Make women great again! Ce n'est pas le nouveau slogan de campagne de Donald Trump, non, mais le mot d'ordre d'un séminaire de trois jours intitulé "la 22 Convention". Cet événement (très) sérieux se tiendra en mai prochain à Orlando et le but de ses instigateurs est clair : apprendre aux femmes à être "plus féminines". Oui, c'est possible, et cela a un le prix : la conférence coûte pas moins de 2 000 dollars. Normal, pour ce rendez-vous qui se proclame déjà comme "l'événement définitif pour les femmes".
Mais comment "rendre aux femmes leur grandeur" au juste ? Facile : en leur apprenant à perdre leurs kilos en trop, trouver un mari, s'occuper de leurs enfants, avoir "autant de bébés que leur coeur le désire" (sic) et, surtout, rejeter le "dogme féministe de l'intimidation toxique", comme l'évoque ce reportage effarant du New York Post. Quelques mecs qui désirent expliquer aux femmes comment "être femme" ? On tient là le plus bel exemple de mansplaining - cette propension qu'ont les hommes à vouloir "instruire" la gent féminine quant à des sujets qui lui sont déjà familiers. Et ça fait peur.
A l'ère #MeToo, le féminisme serait donc l'ennemi du féminin, si l'on en croit les instigateurs de la 22 Convention, pour qui le militantisme incite les femmes à "aller à l'encontre de leur nature biologique". Ben voyons. En gros, à force de balancer leurs porcs, les femmes risquent de "ressembler davantage aux hommes", déplore le site officiel de ce séminaire louant les vertus du patriarcat. Difficile de mieux définir ce qu'est un boys club : un congrès d'hommes blancs réunis pour s'assurer de la perduration de la domination masculine. D'ailleurs, son fondateur Anthony Johnson se définit carrément comme le premier président de la "Manosphère".
Evidemment, ce que traduit ce "Make Women Great Again", ce n'est pas l'amour des femmes, mais la peur considérable de leur pouvoir. Au sein de cette convention bien virile, on diffuse des diapos pour confronter le taux de divorces de ces dernières années à l'avancée des droits des femmes, on conspue allègrement les minorités et on cherche à grands coups de mini-conférences virulentes à "détruire l'establishment féministe", comme le détaille non sans inquiétude The Independent. En seulement trois jours, donc. Belle efficacité.

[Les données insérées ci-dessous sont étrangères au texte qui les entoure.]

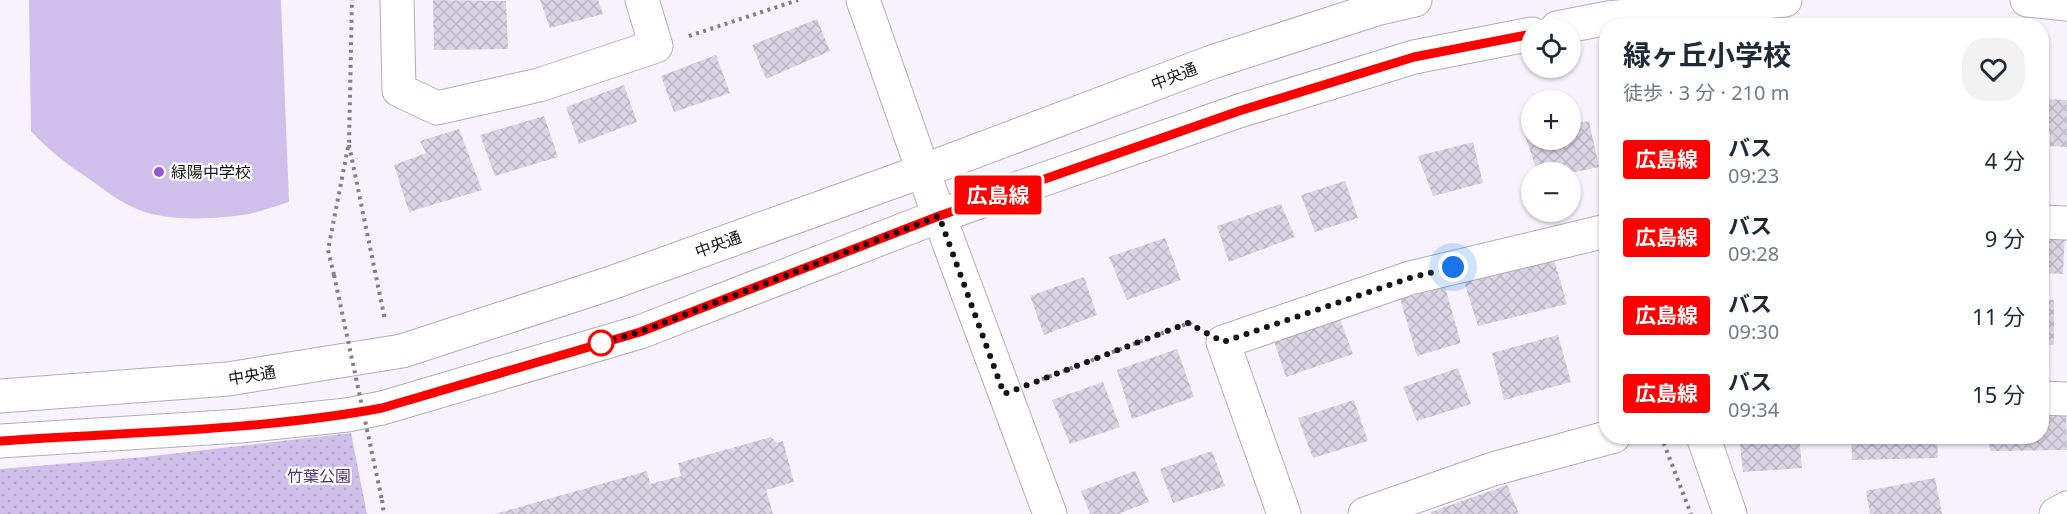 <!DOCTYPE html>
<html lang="ja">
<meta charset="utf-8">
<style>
body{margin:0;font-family:"Noto Sans","Noto Sans JP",sans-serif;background:#f2f2f3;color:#1f2937;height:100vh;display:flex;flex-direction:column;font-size:22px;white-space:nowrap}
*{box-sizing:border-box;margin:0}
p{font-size:20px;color:#747a83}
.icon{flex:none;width:33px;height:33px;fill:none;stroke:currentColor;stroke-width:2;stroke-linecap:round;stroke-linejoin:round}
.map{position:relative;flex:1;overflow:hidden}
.sheet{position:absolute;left:1599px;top:18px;width:450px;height:426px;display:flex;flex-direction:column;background:#fff;border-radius:24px;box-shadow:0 2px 4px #0004}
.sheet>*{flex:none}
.badge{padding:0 12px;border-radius:4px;font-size:21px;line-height:39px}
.controls{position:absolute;left:1521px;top:18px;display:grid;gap:12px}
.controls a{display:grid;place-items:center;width:60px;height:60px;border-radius:50%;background:#fff;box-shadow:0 2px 4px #0004;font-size:30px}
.you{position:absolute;width:30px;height:30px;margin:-15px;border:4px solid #fff;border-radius:50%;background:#1a73e8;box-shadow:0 0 0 9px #1a73e833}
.map>.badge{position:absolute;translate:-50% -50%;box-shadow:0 0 0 3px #fff}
.round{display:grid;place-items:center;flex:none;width:63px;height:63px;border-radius:24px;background:#f2f2f3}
.headline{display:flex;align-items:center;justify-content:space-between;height:102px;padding:0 24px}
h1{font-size:28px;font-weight:700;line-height:45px}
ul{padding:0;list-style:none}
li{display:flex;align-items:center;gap:18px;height:78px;padding:0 24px}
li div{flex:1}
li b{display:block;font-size:22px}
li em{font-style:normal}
li .badge{min-width:66px;font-weight:700;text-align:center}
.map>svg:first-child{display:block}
.grass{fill:#d0bfea}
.park{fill:url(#park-dots)}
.building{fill:url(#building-cross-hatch)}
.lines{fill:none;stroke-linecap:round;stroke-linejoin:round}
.minor-casing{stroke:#b1acbb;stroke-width:35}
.tertiary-casing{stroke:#b1acbb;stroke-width:35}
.path{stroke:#827f87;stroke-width:4;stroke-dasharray:3 4.5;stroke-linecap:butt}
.minor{stroke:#fff;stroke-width:33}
.tertiary{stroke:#fff;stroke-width:33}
.path-bridge{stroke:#827f87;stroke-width:4;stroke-dasharray:3 4.5;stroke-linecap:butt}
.line-casing{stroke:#fff;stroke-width:14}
.line{stroke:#f00;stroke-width:9}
.walk{stroke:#161419;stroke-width:6;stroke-dasharray:0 10.8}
.poi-dot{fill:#9259d1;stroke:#fff;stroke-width:2}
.stop-dot{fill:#fff;stroke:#f00;stroke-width:3}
.labels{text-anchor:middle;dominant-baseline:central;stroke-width:4.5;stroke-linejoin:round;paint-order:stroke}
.street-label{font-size:16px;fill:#161419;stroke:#fff}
.poi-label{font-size:16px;fill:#161419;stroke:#fff;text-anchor:start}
.park-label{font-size:16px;fill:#513175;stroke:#fff}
</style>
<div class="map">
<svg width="2067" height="514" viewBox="0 0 2067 514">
<defs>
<pattern id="park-dots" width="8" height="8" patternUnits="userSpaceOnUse" patternTransform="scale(1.5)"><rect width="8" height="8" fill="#d0bfea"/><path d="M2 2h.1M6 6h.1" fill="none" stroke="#b2a3c8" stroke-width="1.8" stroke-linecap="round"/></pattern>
<pattern id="building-cross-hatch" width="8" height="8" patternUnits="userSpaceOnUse" patternTransform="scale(1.5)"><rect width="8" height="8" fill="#dad4e4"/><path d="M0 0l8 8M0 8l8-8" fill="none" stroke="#bab5c3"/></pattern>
</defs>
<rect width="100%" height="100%" fill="#f7f2fe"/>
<!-- grass -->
<path class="grass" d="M29,0H281L289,202C276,206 263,211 249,214C217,219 169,222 139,210C121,203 104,190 88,178C68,165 47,149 31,131Z"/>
<!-- park -->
<path class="park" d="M351,433L367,514H0V469L144,457Z"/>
<!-- building -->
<path class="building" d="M433,0L506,1L508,49L434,50Z
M540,0H598L603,14L550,28Z
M817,19L830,51L766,79L752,45Z
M716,55L730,93L674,112L661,76Z
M624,85L637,122L579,144L566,107Z
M2042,99L2067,100V147L2050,146V133L2042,132Z
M544,116L558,157L495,176L480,135Z
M1589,121L1599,167L1570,173L1537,172L1525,135L1532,133V140H1570V125Z
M459,129L482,190L409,212L394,165L426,153L420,141Z
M1473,142L1483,183L1433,196L1418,156Z
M1345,181L1358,218L1315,232L1301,195Z
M1281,204L1295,237L1229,262L1217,226Z
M2042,233L2065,234L2063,274L2042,273Z
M1165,238L1181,280L1127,300L1109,257Z
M1554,260L1567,304L1478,326L1464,281Z
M1084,277L1097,315L1044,335L1030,296Z
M1445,287L1461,343L1417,356L1400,299Z
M2042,300H2054V345H2042Z
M1338,314L1353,354L1286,377L1272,335Z
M1558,335L1571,382L1504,400L1492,353Z
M1177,349L1194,397L1132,419L1117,370Z
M1458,368L1471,404L1417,421L1403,387Z
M1103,382L1120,427L1070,444L1052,400Z
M1354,400L1368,441L1313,458L1298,418Z
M2042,413H2066L2067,450L1990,451L1989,436H2042Z
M1739,436H1799L1802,468L1743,472Z
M1851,436H1937L1938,458L1852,460Z
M771,437L777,443L783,441L794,482L766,490L773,514H495L647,471L650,484L681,476L678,463Z
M1212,451L1225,486L1173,503L1160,469Z
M1135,471L1149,502L1118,514H1090L1081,491Z
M1935,478L1942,514H1870L1866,491Z
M1507,485L1519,514H1432L1431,512Z"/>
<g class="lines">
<defs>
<path id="minor" d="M397,0L399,90L437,108L539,85L656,46L642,0
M863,0L939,216L1050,514
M2042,222L2067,223
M2042,398L2067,399
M1703,436L1730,514
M1284,514L1223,342L1410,278L1606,231
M1365,514L1493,469L1614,436
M2056,514L2067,508"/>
<path id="tertiary" d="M2027,0L2067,4
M1557,28L1608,18L1785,0
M0,396L228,379L402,351L611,283L923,171L1212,62L1376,9L1415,0
M0,441L240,426L347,415L382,408L640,332L939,216L1239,111L1414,57L1532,34"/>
</defs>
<!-- minor casing -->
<use href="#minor" class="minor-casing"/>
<!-- tertiary casing -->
<use href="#tertiary" class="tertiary-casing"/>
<!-- path -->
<path class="path" d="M689,36L798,0
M349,145L385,320
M334,275L328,250L349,142L352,0
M1035,382L1189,323L1193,326
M1661,436L1691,514
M382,500L384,514"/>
<!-- minor -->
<use href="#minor" class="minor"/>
<!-- tertiary -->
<use href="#tertiary" class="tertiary"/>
<!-- path-bridge -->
<path class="path-bridge" d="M334,275L382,500"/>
</g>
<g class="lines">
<defs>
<path id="line" d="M0,441C127,432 257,431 382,408L640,332L939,216L1239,111L1414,57L1532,34"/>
</defs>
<!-- line casing -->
<use href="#line" class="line-casing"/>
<!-- line -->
<use href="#line" class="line"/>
<!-- walk -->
<path class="walk" d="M601,343L597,344L640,332L939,216L1004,394L1188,323L1223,342L1410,278L1453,267"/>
</g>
<!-- markers -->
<circle class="poi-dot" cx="159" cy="172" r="6"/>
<circle class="stop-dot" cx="601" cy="343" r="12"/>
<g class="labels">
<!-- street labels -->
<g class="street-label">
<text transform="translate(1174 76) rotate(-21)">中央通</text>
<text transform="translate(718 244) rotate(-20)">中央通</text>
<text transform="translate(252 375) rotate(-9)">中央通</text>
</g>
<!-- poi labels -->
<g class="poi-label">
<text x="171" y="172">緑陽中学校</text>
</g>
<!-- park labels -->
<g class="park-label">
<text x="319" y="476">竹葉公園</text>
</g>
</g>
</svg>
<div class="controls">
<a><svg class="icon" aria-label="locate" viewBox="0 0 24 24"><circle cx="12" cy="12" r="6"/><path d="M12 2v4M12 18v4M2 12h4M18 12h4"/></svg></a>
<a>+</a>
<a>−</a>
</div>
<div class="you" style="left:1453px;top:267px"></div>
<b class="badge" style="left:998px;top:195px;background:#f00;color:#fff">広島線</b>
<section class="sheet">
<div class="headline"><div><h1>緑ヶ丘小学校</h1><p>徒歩 · 3 分 · 210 m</p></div><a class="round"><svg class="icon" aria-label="heart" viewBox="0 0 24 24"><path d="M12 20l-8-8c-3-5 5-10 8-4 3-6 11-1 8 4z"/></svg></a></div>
<ul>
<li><span class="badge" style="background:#f00;color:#fff">広島線</span><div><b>バス</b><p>09:23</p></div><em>4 分</em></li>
<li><span class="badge" style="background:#f00;color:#fff">広島線</span><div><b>バス</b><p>09:28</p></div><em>9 分</em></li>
<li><span class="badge" style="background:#f00;color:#fff">広島線</span><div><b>バス</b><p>09:30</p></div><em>11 分</em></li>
<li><span class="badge" style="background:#f00;color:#fff">広島線</span><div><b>バス</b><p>09:34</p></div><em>15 分</em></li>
</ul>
</section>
</div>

Mais l'on peine à en rire, puisque c'est un certain cauchemar américain qu'illustre ce séminaire : le succès de la pensée masculiniste au sein d'une nation où les saillies sexistes du président ne font qu'alimenter la flamme. D'ailleurs, les médias outre-Atlantique comparent cet événement au mouvement des "Incels", ces "célibataires involontaires" qui sur le web vomissent leur haine des femmes, coupables présumées de leur frustration sexuelle.
Pour l'avocate Kate Kelly, membre de l'organisation Equality Now (qui défend les droits des femmes et leur visibilité à travers le monde), cette conférence à l'anti-féminisme décomplexé "rend l'inacceptable acceptable". "Ce n'est pas une célébration, c'est un dénigrement : vous ne pouvez pas être pro-femmes et anti-féministe !", affirme-t-elle à The Independent.
Et les internautes de s'indigner à l'unisson. Sur Twitter, l'autrice et conférencière Emilie Aries voit en cet événement "une absurdité terrifiante". "C'est une conférence ahurissante pour les femmes mais par les hommes, et par laquelle ces derniers essaient de nous renvoyer dans les années 1800. Et encore, à l'époque, nous avions certainement déjà trop de droits !", ironise encore une internaute. Sans surprise, une pétition circule déjà pour faire annuler l'event.
Bref, comme le décoche le New York Post, cette "22 Convention" moribonde est l'équivalent d'une casquette "Make America Great Again", mais "pour l'utérus". On a déjà connu note d'intention plus stimulante.